◆ Task description ◆
Taking the listing below, restate word for word each line from the line with "run</h1><p>21:53 · 7" to the line with "<div><p>Distance</p><b>2.03<small> km</small></b></div>", ends included, and stop there.

————————

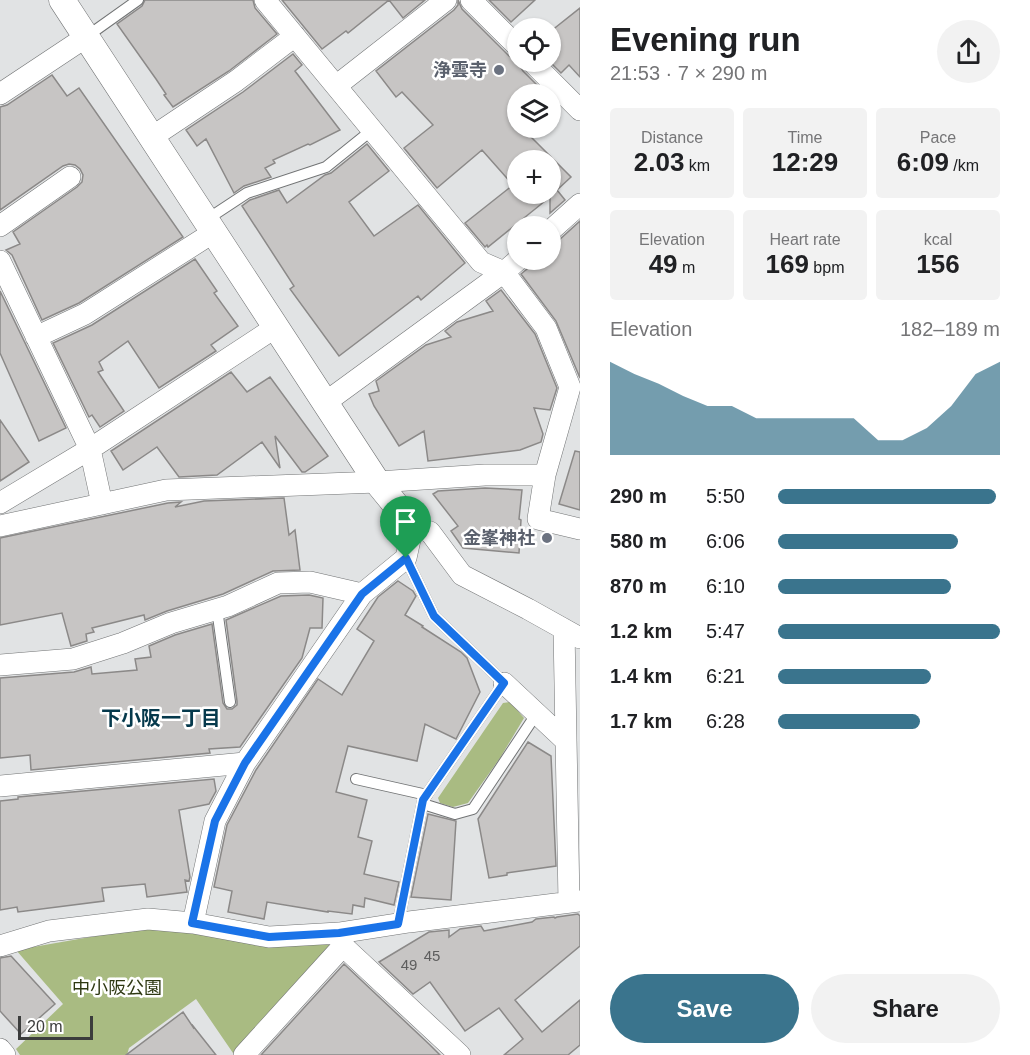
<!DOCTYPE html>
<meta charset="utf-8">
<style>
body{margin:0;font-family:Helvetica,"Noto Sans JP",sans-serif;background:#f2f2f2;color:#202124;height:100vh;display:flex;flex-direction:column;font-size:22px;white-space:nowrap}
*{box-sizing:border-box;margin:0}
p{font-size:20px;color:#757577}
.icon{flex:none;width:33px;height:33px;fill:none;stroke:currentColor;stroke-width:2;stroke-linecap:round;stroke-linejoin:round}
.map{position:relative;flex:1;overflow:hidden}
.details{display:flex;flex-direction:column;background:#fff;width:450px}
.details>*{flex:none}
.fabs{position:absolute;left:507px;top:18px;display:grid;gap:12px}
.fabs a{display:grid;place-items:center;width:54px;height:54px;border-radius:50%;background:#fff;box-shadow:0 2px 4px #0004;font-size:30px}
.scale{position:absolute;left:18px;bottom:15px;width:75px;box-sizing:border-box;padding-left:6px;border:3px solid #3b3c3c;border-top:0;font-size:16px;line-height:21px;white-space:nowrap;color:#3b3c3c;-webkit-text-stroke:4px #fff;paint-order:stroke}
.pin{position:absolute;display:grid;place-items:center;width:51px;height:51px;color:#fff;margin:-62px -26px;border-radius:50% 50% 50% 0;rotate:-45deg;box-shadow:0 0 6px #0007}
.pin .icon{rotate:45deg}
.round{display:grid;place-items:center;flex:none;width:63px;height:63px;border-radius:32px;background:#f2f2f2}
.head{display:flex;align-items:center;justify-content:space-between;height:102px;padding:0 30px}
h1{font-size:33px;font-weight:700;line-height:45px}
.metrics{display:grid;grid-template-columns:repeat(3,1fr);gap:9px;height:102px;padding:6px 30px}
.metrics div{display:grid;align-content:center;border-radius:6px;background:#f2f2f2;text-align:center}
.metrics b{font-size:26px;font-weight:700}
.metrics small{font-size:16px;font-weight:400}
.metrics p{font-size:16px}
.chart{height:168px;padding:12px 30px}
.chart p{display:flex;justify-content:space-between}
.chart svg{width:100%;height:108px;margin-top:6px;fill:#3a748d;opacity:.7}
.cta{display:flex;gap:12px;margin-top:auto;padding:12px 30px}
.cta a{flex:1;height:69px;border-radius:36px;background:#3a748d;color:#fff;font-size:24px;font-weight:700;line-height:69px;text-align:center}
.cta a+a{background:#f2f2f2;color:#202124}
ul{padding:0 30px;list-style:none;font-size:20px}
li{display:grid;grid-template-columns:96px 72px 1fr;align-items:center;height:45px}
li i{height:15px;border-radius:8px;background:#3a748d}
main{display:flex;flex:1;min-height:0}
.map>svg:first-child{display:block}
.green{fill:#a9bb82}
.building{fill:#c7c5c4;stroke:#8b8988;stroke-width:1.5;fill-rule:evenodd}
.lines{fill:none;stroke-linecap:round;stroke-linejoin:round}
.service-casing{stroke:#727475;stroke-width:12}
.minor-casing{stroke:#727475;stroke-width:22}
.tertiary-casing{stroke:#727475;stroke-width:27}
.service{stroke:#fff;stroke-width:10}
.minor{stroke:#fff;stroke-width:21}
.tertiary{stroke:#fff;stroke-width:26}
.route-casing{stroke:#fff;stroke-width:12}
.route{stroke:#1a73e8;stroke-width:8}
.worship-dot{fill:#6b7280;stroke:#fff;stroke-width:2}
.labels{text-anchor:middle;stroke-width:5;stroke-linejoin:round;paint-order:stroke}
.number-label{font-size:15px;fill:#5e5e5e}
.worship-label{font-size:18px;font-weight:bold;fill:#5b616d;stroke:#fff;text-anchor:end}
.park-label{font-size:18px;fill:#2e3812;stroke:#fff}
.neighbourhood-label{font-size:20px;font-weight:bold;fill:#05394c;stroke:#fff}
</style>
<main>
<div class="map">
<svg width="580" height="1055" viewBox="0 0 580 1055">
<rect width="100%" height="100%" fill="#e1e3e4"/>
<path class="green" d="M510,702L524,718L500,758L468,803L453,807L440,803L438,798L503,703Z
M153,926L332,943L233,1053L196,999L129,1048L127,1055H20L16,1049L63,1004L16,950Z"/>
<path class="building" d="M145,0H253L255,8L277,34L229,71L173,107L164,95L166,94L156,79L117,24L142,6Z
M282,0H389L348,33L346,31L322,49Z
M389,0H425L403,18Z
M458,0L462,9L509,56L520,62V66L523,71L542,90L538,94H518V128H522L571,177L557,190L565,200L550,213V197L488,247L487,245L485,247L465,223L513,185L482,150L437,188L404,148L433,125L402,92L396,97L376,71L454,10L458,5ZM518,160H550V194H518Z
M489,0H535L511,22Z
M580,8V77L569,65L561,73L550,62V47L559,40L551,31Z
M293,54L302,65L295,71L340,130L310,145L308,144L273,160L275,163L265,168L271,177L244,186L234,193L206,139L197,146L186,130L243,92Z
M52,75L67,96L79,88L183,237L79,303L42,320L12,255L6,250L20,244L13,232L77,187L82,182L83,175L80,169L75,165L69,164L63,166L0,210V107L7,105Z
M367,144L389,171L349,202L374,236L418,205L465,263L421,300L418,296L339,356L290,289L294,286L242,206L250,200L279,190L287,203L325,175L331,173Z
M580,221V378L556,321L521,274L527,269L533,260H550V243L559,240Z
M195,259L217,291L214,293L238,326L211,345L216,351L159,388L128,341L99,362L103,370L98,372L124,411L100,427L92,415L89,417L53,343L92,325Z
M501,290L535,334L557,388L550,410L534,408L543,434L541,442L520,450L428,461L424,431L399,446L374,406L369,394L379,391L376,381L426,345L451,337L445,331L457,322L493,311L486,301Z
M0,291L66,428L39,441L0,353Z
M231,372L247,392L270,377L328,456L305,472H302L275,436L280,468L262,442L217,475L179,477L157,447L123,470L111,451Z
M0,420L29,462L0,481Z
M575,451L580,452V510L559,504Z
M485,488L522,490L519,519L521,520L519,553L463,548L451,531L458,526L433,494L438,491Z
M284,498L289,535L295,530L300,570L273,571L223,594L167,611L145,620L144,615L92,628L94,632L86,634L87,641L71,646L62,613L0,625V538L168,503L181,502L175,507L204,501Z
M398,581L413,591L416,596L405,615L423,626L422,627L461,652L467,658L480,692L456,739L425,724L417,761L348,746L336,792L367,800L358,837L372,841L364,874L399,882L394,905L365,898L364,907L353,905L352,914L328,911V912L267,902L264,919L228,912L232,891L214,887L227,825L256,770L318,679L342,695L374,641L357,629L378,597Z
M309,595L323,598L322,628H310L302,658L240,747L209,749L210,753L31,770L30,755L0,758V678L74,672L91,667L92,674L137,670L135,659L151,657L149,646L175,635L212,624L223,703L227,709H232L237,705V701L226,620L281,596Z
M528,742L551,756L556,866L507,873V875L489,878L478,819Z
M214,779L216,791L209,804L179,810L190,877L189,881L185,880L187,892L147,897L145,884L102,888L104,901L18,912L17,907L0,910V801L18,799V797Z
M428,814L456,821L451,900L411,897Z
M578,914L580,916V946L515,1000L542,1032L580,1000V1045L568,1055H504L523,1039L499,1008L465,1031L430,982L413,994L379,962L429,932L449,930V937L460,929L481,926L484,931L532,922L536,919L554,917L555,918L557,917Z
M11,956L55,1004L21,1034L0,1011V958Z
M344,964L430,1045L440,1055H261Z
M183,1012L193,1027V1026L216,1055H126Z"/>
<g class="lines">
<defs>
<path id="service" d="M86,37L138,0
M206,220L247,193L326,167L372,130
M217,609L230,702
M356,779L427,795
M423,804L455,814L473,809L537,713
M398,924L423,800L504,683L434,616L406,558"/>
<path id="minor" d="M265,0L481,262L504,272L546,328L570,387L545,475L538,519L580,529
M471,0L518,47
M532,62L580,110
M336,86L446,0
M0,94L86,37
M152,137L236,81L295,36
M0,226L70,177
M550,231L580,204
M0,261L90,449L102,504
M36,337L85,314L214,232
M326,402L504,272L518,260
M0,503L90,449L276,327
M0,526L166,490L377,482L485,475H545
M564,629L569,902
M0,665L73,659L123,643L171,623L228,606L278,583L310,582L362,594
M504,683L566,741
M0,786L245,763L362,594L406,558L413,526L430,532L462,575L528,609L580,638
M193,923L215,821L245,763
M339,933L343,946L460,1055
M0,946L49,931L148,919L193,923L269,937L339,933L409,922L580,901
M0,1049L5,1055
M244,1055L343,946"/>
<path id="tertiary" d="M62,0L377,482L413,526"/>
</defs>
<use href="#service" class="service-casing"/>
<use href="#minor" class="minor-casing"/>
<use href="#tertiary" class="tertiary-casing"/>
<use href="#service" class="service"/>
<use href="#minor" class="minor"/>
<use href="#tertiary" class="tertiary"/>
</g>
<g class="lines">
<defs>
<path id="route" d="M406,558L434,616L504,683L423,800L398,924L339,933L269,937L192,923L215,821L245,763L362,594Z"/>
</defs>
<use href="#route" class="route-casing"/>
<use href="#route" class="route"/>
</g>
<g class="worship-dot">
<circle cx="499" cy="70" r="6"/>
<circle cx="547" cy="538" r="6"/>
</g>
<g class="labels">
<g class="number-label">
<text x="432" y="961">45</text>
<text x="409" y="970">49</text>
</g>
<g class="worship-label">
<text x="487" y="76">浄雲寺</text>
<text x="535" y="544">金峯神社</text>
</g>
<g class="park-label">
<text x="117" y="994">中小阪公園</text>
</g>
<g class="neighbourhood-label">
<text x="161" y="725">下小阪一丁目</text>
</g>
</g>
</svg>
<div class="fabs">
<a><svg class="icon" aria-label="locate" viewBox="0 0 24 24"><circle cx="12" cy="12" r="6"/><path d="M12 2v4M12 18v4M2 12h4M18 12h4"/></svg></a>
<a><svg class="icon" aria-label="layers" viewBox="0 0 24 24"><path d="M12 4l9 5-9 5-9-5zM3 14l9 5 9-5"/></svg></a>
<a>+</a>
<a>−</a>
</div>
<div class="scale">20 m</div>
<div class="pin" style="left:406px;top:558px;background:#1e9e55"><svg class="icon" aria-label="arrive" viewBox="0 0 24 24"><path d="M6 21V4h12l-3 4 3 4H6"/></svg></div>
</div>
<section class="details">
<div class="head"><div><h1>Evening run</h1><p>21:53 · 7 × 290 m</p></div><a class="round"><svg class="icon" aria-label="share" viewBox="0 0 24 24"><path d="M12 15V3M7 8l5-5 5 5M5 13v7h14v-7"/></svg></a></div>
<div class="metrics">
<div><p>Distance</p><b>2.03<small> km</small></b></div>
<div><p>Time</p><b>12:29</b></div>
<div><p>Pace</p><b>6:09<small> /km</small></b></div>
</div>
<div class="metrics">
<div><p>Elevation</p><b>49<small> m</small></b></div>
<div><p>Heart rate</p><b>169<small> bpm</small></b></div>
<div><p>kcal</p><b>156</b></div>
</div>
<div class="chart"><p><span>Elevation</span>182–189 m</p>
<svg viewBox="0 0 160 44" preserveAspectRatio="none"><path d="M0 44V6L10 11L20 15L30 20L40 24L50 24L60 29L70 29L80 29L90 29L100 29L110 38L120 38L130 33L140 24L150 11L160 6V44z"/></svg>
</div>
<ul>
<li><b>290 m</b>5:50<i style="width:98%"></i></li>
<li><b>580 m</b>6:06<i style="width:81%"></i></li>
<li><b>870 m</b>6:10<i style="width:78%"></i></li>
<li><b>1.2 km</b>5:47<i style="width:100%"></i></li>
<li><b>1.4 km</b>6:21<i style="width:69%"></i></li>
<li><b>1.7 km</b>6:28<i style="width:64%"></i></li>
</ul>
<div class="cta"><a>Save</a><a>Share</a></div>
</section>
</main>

————————

◆ Answer box ◆
<div class="head"><div><h1>Evening run</h1><p>21:53 · 7 × 290 m</p></div><a class="round"><svg class="icon" aria-label="share" viewBox="0 0 24 24"><path d="M12 15V3M7 8l5-5 5 5M5 13v7h14v-7"/></svg></a></div>
<div class="metrics">
<div><p>Distance</p><b>2.03<small> km</small></b></div>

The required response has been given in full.